───── Provided material

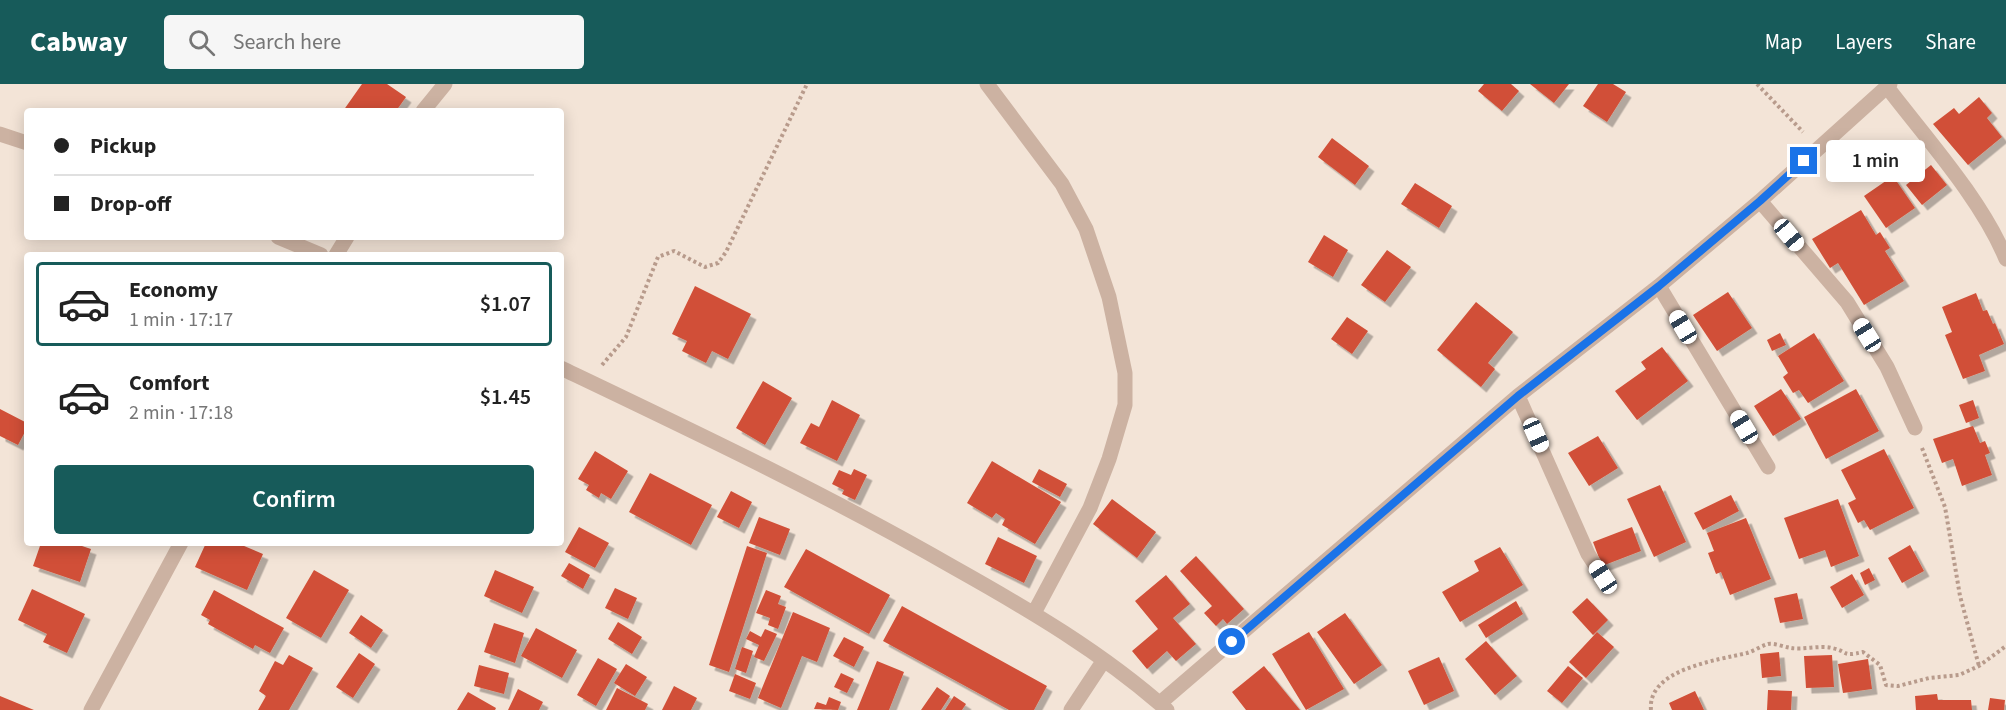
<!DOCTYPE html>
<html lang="en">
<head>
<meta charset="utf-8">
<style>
	:root { --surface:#fff; --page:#f6f6f6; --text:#222; --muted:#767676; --line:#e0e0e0; --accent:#175b5a }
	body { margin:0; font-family:"Source Sans 3",sans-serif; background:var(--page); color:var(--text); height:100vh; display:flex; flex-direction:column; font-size:22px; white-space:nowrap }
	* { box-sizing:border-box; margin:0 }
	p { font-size:20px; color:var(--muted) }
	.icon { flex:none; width:33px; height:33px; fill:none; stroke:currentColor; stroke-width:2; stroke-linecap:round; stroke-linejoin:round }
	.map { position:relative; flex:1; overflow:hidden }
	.panel { position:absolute; left:24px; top:168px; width:540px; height:294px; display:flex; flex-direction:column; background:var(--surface); border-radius:6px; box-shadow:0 3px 15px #0003 }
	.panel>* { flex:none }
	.banner { position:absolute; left:24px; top:24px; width:540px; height:132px; border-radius:6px; box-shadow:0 3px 15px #0003; display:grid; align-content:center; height:132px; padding:0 30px; background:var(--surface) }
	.end { position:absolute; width:27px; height:27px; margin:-14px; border:8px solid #1a73e8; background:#fff; box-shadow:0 0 0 3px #fff }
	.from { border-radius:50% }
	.bubble { position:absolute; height:42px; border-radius:6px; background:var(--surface); box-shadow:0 3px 15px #0003; font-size:20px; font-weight:600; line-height:42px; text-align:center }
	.car { position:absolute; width:18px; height:36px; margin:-18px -9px; border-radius:8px; box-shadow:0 0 4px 2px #0007; background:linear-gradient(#fff 24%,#345 0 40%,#fff 0 76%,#345 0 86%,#fff 0) }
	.banner b { display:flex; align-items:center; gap:21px; height:57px; font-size:22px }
	.banner b+b { border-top:2px solid var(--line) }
	.banner i { width:15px; height:15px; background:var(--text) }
	ul { padding:10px 0 0; list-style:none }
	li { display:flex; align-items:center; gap:18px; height:84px; margin:0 12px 9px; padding:0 18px; border:3px solid transparent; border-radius:6px }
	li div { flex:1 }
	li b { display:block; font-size:22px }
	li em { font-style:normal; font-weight:600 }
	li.current { border-color:var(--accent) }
	li>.icon { width:54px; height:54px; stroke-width:1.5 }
	.cta { display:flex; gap:12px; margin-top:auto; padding:12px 30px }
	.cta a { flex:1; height:69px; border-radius:6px; background:var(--accent); color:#fff; font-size:24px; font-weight:600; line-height:69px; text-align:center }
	header { display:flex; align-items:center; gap:36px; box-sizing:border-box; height:84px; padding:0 30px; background:var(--accent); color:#fff }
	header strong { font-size:28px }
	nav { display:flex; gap:33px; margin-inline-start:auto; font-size:21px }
	.search { width:420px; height:54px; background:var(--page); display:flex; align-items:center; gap:15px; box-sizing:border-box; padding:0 21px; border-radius:6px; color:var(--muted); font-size:22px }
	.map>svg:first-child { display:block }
	.building { fill:#d15037; filter:url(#shadow) }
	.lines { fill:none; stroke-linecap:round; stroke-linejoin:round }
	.path { stroke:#b89b8c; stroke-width:4; stroke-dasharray:3 3; stroke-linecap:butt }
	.minor { stroke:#ccb2a2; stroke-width:15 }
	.route { stroke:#1a73e8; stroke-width:8 }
</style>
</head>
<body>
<header>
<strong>Cabway</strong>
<div class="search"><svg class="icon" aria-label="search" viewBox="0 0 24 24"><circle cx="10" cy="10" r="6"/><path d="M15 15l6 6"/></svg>Search here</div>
<nav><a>Map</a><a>Layers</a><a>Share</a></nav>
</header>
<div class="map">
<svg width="2006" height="626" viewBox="0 0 2006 626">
	<defs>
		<filter id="shadow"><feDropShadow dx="5.5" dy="5.5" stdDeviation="0" flood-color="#0004"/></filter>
	</defs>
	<rect width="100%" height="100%" fill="#f3e4d7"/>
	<path class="building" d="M362 0H387L406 13 396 27H343Z
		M1484 0H1511L1519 7 1502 27 1478 7Z
		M1530 0H1569L1554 19Z
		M1598 0H1613L1626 8 1607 38 1583 22Z
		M1979 13 1992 29 1987 34 2002 53 1968 81 1933 40 1954 24 1959 30Z
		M1332 54 1369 82 1355 101 1318 73Z
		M1931 81 1947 101 1922 121 1906 101Z
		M1893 92 1915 124 1886 144 1864 112Z
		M1415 99 1452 122 1439 144 1401 120Z
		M1861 126 1876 151 1880 148 1890 164 1885 167 1904 197 1864 221 1838 179 1830 184 1812 155Z
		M1324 151 1348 166 1333 193 1308 178Z
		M1387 166 1411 183 1385 218 1361 201Z
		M695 202 751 230 728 275 712 267 706 279 682 267 687 257 672 250Z
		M1728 208 1752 244 1717 267 1693 231Z
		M1976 209 1983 227 1987 226 1993 240 1995 239 2004 260 1979 271 1985 287 1963 295 1945 251 1952 248 1942 223Z
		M1476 218 1513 248 1488 279 1495 285 1481 303 1437 266Z
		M1347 233 1368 247 1352 270 1331 255Z
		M1780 249 1786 261 1772 267 1767 256Z
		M1814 249 1844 297 1808 319 1799 306 1793 309 1783 293 1788 289 1778 272Z
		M1662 263 1688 297 1637 336 1615 307 1646 285 1641 278Z
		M763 297 792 314 765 361 736 344Z
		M1781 305 1801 335 1773 352 1754 322Z
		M1856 305 1879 347 1826 375 1804 333Z
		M832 316 860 331 837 377 800 359 811 339 819 343Z
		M1973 316 1979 334 1966 339 1959 321Z
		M0 325 27 339V344L18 361 0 352Z
		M1973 342 1980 359 1985 357 1990 369 1985 371 1992 391 1962 402 1953 375 1942 379 1933 355Z
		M1598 352 1618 384 1589 402 1568 369Z
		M1884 365 1914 424 1870 446 1864 436 1858 439 1848 419 1856 415 1841 386Z
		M595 367 628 387 611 415 601 409 599 414 586 406 589 401 578 395Z
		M992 377 1061 418 1035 460 1002 441 1005 435 996 429 992 434 967 419Z
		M854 385 867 391 855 416 842 410 844 406 832 400 839 386 851 391Z
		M1039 385 1067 400 1060 413 1032 398Z
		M650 389 712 421 691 461 629 428Z
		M1660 401 1686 458 1654 473 1627 415Z
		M731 407 752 418 739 444 717 433Z
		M1731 411 1739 427 1703 446 1694 429Z
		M1112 415 1156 448 1137 474 1093 440Z
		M1838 415 1859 472 1831 483 1825 466 1799 475 1784 434Z
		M759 433 790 445 780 471 749 459Z
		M1746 434 1771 495 1730 511 1721 488 1716 490 1708 469 1714 467 1707 449Z
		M579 443 609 459 595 484 565 468Z
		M1632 443 1641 467 1602 482 1593 458Z
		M998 453 1037 472 1024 499 985 480Z
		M41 459H73L91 465 80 498 33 482Z
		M206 459H237L263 470 247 506 195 483Z
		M1910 461 1924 487 1902 499 1888 474Z
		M747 462 767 469 729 588 709 581Z
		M1500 463 1523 501 1460 538 1442 508 1479 487 1474 477Z
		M806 465 890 511 869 550 784 503Z
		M1196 472 1244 525 1227 540 1223 535 1216 542 1204 529 1212 522 1180 487Z
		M569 479 590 491 583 505 561 492Z
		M1869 484 1875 496 1865 501 1860 489Z
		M314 486 349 506 321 554 286 534Z
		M495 486 534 503 522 529 484 512Z
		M1852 490 1864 511 1842 524 1830 503Z
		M1166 491 1190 520 1173 534 1196 560 1176 577 1167 567 1147 585 1132 567 1158 545 1135 517Z
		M615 504 637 514 628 535 605 524Z
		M32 505 85 530 67 569 43 558 47 550 18 536Z
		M214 506 284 544 270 569 255 561 253 565 208 540 210 536 201 531Z
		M766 506 781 512 778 520 786 523 778 545 768 541 770 534 756 529Z
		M1797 509 1803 535 1780 539 1774 514Z
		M1587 514 1608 536 1593 551 1572 528Z
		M1516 517 1523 530 1486 554 1478 541Z
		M902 522 1047 602 1034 626H1009L883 557Z
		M793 528 830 544 817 578 802 572 781 624 758 614Z
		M1345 529 1382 581 1354 600 1317 548Z
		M361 531 383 546 371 564 349 549Z
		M618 538 642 553 632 570 608 555Z
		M494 539 524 549 515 579 484 568Z
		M536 544 577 566 562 594 521 572Z
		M765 545 777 550 764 577 754 573 759 561 746 555 750 547 761 553Z
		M1309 548 1344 605 1306 626 1272 570Z
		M1597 548 1614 563 1586 594 1569 578Z
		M844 553 864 563 854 583 833 572Z
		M1486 557 1517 592 1495 611 1465 575Z
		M742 563 753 567 746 589 735 585Z
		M1779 568 1781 592 1762 594 1760 570Z
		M359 569 375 580 353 614 336 603Z
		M289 571 313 584 289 626H258L266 612 259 607 275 577 283 581Z
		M1832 571 1834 603 1806 604 1804 572Z
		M1439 573 1454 607 1424 621 1408 587Z
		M598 574 617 585 596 622 577 611Z
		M1868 575 1872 605 1843 609 1838 580Z
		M877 577 904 588 889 626H857Z
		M626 580 647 593 635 612 614 599Z
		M479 581 509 589 504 610 474 602Z
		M1264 582 1300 626H1246L1232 608Z
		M1568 582 1583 594 1562 619 1547 607Z
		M841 589 854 595 847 609 834 603Z
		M735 590 756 599 750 615 729 607Z
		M674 602 697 614 691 626H662Z
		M937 603 950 612 941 626H921Z
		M617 604 648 620 645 626H606Z
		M518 605 543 618 539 626H508Z
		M1768 606 1792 607 1791 626H1767Z
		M1695 607 1704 626H1672L1669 619Z
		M468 608 496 624 495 626H457Z
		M1937 610 1938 616H1971L1972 626H1916L1915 612Z
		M0 612 34 626H0Z
		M954 612 966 620 962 626H945Z
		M829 613 841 618 838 626 814 625 817 618 826 621Z
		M1990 614 2005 616 2004 626H1988Z"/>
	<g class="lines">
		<path class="path" d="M1757 0 1803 48
			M602 281 626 253 658 173 674 167 705 183 718 179 726 168 807 0
			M1922 364 1945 423 1960 512 1979 582
			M1651 626C1647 585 1718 576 1747 569 1754 567 1761 562 1768 560 1775 559 1784 563 1791 564 1803 566 1821 561 1832 564 1850 568 1841 573 1863 568L1880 581 1886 601 1898 602 1929 594 1959 591 1979 582 2006 562"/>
		<path class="minor" d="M987 0 1062 100 1086 145 1109 213 1125 289V321L1109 375 1090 424 1034 529
			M1887 3C1926 54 1982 116 2006 175
			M423 27 445 0
			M0 50 27 59
			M1760 117 1847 218 1887 283 1915 344
			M278 153 321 171
			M336 171 347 153
			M1659 202 1768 383
			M561 284C693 347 826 410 953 483 1028 525 1103 569 1167 626
			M1518 312 1588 470 1603 493
			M1160 619 1518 312 1659 202 1760 117 1890 0
			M91 626 181 459
			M1071 626 1104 576"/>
	</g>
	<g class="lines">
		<path class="route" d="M1232 558 1518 312 1659 202 1760 117 1804 77"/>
	</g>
</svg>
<i class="end from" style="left:1232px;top:558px"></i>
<i class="end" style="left:1804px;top:77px"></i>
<div class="bubble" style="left:1826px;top:56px;width:99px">1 min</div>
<i class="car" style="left:1789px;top:151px;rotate:140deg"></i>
<i class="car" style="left:1683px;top:243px;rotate:329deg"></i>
<i class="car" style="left:1867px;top:251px;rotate:328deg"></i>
<i class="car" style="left:1744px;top:343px;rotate:329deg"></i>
<i class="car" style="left:1536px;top:351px;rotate:156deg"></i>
<i class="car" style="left:1603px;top:493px;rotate:327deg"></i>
<div class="banner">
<b><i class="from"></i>Pickup</b>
<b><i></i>Drop-off</b>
</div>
<section class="panel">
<ul>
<li class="current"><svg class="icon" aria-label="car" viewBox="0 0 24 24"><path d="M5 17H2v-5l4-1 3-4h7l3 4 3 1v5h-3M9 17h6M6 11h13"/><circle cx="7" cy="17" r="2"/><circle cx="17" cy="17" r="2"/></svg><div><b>Economy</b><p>1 min · 17:17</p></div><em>$1.07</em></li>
<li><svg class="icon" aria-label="car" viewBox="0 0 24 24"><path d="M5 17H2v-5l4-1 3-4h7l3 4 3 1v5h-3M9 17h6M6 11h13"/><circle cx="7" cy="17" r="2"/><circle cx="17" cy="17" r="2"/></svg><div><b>Comfort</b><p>2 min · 17:18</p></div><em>$1.45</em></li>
</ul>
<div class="cta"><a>Confirm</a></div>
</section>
</div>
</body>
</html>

──────────

- _Exercise objective_:
If a line in the entries contains the word "bubble", copy that line out.

- _Exercise result_:
	.bubble { position:absolute; height:42px; border-radius:6px; background:var(--surface); box-shadow:0 3px 15px #0003; font-size:20px; font-weight:600; line-height:42px; text-align:center }
<div class="bubble" style="left:1826px;top:56px;width:99px">1 min</div>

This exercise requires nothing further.